--- Provided data ---

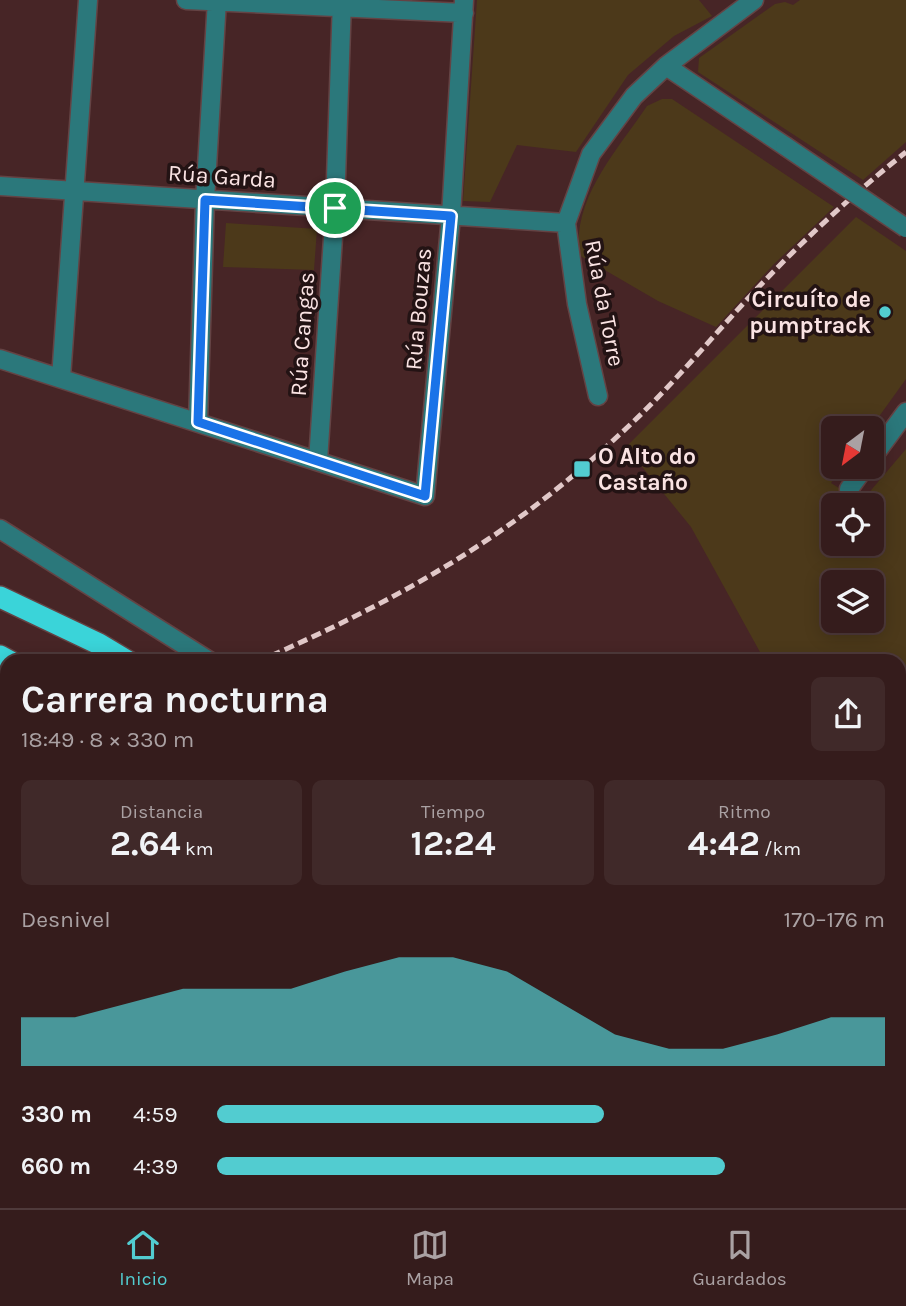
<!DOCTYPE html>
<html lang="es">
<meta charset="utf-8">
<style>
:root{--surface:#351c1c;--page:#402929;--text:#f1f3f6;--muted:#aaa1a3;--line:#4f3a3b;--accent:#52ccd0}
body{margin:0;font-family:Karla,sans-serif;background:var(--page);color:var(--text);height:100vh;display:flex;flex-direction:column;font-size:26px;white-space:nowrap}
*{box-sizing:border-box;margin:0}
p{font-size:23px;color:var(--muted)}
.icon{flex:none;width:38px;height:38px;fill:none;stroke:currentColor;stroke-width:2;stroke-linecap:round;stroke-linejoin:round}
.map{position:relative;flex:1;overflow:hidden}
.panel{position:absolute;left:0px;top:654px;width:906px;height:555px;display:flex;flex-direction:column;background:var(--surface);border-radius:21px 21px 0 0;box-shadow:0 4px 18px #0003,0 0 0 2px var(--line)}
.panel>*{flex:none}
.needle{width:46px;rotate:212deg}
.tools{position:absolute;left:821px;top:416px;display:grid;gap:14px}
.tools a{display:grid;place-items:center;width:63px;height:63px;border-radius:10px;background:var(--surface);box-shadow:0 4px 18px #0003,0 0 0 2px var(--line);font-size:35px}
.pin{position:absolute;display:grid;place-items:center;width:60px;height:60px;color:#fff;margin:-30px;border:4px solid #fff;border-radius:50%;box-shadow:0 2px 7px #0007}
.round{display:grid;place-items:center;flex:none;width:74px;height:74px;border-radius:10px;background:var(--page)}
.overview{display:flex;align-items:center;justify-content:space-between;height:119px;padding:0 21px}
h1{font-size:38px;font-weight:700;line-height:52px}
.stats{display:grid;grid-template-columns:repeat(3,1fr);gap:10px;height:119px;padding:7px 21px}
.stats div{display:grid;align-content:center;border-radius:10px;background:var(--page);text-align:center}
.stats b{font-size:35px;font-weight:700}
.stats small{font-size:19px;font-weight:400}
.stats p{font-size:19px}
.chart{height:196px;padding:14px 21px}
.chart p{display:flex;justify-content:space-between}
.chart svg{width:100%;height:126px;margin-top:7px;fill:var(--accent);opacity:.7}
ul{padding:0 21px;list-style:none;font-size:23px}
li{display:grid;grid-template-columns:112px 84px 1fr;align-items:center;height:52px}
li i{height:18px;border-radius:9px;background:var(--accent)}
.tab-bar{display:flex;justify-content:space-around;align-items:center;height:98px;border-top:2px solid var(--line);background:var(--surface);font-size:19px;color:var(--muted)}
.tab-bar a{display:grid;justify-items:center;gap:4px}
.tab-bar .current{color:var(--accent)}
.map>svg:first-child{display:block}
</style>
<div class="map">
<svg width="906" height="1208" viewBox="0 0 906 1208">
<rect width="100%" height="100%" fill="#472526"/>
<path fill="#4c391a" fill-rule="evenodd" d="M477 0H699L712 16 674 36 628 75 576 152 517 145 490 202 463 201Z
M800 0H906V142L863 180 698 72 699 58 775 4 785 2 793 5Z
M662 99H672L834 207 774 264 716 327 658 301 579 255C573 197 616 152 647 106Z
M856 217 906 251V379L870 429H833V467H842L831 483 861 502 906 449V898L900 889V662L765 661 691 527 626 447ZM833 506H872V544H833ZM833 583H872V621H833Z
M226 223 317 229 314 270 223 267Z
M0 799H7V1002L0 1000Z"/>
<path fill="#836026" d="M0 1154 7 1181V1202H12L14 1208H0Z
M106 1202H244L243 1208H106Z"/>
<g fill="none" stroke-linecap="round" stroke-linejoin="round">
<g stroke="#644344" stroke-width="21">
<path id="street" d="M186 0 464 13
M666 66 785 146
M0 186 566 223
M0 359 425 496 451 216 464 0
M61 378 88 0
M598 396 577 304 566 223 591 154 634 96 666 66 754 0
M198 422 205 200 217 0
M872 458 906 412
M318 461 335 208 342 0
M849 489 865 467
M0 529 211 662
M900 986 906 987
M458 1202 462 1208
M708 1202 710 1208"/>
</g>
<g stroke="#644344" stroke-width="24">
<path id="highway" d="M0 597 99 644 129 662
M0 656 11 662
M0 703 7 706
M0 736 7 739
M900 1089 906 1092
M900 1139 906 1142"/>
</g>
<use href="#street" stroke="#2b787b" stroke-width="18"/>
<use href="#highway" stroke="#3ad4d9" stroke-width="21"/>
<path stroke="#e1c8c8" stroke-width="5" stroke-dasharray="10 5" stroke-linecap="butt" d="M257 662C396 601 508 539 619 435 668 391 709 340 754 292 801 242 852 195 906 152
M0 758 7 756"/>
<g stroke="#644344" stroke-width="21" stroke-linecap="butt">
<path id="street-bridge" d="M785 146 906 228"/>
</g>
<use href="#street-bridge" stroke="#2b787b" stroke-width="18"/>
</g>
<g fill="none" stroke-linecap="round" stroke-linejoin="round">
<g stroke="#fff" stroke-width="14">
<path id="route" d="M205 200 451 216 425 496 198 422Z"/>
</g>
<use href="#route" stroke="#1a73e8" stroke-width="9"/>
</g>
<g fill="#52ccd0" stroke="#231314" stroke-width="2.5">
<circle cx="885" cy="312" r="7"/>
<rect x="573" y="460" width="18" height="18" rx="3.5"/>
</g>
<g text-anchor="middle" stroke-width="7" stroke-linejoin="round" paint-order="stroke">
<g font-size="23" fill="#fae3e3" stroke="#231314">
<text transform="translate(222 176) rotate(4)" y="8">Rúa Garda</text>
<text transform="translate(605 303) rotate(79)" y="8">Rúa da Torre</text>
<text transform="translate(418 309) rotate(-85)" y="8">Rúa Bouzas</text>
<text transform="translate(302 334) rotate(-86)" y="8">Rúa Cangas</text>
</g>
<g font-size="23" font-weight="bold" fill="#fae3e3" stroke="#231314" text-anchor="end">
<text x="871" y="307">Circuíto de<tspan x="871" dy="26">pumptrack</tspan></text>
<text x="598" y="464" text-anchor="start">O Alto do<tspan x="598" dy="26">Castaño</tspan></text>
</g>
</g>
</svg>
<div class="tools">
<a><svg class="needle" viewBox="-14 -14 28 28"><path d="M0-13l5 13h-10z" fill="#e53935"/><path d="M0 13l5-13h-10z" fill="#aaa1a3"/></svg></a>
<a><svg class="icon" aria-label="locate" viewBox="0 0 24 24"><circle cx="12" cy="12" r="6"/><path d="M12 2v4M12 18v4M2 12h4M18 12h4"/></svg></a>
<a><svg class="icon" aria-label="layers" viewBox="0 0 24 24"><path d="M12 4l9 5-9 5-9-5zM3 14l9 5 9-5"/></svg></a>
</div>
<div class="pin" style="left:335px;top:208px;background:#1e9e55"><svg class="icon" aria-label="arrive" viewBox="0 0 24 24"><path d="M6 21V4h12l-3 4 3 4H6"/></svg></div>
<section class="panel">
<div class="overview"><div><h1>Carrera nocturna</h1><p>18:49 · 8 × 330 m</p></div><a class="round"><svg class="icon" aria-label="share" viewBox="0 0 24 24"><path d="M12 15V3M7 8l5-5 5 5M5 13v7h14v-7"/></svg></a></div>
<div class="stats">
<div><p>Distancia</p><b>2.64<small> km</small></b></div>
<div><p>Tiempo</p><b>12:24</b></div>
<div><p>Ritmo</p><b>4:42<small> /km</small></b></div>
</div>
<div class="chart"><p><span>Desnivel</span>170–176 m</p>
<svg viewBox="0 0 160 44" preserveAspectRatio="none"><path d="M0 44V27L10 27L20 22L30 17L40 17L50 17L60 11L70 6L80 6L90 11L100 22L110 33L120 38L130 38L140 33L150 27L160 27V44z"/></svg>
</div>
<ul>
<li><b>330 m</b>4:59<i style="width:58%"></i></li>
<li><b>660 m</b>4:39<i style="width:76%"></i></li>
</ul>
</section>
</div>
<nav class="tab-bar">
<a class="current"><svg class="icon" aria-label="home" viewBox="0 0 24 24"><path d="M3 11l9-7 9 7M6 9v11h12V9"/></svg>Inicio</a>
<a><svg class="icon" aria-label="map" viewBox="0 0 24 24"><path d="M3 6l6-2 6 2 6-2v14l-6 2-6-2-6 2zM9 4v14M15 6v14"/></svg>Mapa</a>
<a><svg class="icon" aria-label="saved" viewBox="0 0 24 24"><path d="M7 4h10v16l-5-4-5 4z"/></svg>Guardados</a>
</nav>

---
--- Provided data ---

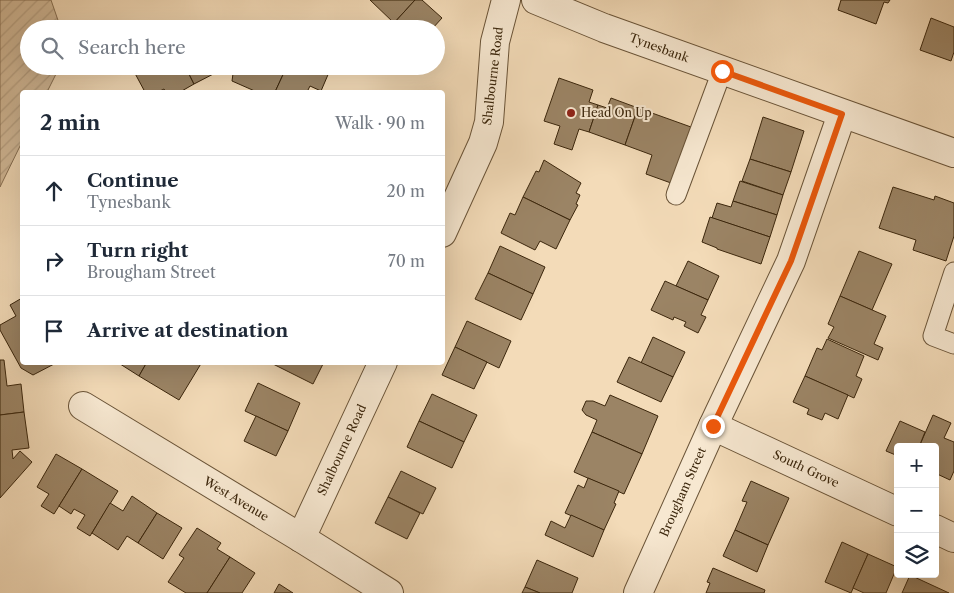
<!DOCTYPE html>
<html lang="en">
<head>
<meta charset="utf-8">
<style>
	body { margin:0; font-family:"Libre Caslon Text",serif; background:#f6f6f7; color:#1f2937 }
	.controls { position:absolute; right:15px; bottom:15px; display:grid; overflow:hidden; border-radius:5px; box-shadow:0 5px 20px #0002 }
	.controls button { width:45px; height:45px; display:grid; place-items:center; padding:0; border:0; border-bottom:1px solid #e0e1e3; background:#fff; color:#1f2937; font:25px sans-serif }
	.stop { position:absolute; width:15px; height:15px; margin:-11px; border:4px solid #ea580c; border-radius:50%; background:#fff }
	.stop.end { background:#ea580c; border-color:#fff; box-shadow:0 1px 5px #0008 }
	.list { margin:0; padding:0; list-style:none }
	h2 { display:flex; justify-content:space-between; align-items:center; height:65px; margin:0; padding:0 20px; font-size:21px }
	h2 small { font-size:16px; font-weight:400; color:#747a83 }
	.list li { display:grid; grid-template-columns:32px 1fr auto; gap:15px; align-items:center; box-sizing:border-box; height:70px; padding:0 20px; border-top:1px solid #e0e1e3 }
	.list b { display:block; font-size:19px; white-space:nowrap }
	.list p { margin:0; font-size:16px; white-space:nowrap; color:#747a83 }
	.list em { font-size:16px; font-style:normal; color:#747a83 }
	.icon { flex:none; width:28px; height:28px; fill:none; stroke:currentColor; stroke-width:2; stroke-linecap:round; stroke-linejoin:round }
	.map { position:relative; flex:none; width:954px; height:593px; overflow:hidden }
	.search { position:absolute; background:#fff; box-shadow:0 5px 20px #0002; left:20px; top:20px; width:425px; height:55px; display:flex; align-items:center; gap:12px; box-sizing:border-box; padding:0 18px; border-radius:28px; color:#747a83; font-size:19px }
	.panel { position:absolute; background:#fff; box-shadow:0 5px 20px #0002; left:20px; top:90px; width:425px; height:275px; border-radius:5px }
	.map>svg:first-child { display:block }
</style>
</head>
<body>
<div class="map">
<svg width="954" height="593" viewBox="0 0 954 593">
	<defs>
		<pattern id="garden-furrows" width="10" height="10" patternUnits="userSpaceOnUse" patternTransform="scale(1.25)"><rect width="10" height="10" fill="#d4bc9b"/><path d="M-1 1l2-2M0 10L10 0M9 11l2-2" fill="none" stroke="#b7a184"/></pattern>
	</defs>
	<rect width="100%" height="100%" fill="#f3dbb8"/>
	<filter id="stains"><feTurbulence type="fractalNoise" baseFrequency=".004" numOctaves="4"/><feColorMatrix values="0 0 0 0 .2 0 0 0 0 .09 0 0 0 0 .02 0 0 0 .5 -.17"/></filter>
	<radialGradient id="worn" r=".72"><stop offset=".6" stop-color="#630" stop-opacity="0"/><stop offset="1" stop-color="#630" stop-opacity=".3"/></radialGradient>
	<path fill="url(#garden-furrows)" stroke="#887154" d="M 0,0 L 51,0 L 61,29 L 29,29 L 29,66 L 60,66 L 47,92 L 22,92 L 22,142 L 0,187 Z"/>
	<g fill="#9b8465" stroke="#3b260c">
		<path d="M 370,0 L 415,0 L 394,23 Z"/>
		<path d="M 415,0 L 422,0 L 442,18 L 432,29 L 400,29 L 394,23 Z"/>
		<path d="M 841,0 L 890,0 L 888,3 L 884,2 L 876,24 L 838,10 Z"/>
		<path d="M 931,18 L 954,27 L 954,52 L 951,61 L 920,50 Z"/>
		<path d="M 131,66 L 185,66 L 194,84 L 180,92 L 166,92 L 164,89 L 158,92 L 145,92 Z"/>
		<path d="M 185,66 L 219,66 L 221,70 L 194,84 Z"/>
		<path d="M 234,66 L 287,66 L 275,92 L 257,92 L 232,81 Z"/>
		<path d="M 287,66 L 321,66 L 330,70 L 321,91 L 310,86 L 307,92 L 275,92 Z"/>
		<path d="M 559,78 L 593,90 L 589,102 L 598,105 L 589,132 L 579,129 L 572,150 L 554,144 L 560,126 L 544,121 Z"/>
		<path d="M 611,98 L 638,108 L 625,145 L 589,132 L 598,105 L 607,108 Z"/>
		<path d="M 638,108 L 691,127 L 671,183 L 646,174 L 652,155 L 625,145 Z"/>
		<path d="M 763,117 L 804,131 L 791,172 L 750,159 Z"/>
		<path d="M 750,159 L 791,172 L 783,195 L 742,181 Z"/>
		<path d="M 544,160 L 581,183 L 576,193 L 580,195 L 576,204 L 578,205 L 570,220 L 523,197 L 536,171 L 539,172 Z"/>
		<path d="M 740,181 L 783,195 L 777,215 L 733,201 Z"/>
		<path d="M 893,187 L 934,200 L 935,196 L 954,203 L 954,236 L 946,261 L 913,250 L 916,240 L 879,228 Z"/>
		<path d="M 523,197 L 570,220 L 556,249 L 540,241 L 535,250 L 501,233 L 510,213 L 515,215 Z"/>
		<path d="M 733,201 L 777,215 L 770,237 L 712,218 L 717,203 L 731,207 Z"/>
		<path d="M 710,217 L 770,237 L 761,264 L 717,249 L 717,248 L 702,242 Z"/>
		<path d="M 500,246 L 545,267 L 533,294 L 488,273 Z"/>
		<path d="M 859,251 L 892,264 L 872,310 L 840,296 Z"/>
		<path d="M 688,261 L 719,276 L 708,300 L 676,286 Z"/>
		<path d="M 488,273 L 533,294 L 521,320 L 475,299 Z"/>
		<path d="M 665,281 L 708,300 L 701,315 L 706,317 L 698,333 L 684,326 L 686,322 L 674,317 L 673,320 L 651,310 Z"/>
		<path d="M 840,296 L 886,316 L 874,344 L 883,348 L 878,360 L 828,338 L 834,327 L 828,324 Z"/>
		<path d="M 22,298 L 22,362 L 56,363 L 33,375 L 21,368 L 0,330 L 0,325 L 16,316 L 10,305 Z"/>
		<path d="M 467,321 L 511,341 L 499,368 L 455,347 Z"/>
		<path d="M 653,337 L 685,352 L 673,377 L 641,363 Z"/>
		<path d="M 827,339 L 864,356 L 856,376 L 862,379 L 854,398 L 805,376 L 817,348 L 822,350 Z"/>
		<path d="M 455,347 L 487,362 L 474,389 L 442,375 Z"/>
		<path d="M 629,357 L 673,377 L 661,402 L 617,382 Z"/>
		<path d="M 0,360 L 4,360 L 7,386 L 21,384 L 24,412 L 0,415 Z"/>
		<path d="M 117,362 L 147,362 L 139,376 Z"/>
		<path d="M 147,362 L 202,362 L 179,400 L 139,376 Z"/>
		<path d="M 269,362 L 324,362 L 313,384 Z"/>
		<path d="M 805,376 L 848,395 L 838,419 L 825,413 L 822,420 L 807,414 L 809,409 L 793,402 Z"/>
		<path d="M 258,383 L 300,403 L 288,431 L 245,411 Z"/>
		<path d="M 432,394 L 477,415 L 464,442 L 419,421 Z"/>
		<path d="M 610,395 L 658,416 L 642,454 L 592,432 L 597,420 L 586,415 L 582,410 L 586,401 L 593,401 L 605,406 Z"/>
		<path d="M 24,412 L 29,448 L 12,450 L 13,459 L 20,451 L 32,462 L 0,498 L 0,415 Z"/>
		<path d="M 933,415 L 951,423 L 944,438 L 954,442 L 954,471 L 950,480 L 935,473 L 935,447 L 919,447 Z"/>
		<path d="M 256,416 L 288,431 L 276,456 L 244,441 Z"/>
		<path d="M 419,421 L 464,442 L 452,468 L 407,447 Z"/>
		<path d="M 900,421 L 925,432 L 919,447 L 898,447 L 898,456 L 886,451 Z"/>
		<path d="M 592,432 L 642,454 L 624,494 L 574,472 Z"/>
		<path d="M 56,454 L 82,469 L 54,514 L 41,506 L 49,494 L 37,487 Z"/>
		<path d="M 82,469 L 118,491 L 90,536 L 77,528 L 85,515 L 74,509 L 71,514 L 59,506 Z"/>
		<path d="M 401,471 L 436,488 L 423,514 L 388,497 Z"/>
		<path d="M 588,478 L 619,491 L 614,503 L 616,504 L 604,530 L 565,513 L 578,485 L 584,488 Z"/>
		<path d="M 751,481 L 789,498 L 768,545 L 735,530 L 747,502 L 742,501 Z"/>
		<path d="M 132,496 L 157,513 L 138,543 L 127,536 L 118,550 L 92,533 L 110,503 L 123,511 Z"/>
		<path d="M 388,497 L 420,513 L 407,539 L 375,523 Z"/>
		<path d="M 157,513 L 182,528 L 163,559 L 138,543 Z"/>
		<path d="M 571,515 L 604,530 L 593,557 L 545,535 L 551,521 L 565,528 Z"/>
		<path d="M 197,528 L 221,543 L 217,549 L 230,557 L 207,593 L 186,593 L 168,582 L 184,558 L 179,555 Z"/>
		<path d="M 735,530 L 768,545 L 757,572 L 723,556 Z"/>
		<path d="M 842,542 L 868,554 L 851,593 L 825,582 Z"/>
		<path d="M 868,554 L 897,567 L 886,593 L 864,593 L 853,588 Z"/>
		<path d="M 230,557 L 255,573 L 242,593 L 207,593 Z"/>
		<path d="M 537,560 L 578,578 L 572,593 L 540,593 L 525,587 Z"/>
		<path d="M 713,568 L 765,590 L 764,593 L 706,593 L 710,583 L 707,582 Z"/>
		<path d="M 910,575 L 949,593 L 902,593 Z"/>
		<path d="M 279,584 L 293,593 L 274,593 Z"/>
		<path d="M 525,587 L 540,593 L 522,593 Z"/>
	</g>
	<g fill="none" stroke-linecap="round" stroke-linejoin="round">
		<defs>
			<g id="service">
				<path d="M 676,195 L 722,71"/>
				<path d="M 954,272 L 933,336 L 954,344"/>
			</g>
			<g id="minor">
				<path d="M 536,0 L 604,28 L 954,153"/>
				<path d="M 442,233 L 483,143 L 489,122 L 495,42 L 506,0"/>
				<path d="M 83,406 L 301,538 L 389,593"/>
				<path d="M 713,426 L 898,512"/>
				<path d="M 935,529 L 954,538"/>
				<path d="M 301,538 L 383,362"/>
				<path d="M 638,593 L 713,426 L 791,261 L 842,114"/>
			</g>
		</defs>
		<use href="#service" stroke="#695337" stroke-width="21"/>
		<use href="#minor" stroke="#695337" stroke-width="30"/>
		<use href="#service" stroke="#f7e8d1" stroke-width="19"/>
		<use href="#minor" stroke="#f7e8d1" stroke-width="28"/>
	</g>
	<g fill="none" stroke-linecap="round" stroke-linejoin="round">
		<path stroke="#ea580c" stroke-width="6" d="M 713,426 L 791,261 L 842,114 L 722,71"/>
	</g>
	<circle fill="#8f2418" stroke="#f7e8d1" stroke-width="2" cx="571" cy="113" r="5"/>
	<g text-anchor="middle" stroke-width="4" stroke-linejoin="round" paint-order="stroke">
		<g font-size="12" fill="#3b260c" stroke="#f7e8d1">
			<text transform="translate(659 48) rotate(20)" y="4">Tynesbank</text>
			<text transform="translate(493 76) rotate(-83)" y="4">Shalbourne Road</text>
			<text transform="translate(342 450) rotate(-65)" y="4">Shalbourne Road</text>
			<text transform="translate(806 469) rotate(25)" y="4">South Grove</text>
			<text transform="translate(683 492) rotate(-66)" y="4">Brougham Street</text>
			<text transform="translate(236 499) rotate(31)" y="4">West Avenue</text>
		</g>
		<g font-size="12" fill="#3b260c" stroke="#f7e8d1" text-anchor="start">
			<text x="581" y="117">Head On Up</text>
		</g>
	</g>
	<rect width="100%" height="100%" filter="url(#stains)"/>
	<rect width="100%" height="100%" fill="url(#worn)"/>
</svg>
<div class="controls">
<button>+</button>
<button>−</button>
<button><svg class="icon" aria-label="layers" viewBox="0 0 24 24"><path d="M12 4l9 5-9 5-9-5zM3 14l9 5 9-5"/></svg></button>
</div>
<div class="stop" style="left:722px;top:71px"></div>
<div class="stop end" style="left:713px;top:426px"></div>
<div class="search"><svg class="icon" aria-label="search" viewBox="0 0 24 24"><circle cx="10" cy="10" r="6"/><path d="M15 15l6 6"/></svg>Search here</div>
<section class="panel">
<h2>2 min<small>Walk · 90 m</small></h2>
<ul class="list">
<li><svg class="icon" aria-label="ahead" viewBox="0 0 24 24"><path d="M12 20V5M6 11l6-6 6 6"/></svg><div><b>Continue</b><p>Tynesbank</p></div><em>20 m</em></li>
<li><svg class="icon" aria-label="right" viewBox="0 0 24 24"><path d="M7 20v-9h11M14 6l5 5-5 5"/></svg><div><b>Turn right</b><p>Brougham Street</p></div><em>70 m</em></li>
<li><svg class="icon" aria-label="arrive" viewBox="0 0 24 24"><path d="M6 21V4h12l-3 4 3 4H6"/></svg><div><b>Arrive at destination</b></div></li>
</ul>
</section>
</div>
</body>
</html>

---

Goal of the exercise -
Among the entries above, how many lines hold the string "worn"? Give the number by itself.

Result of this exercise -
2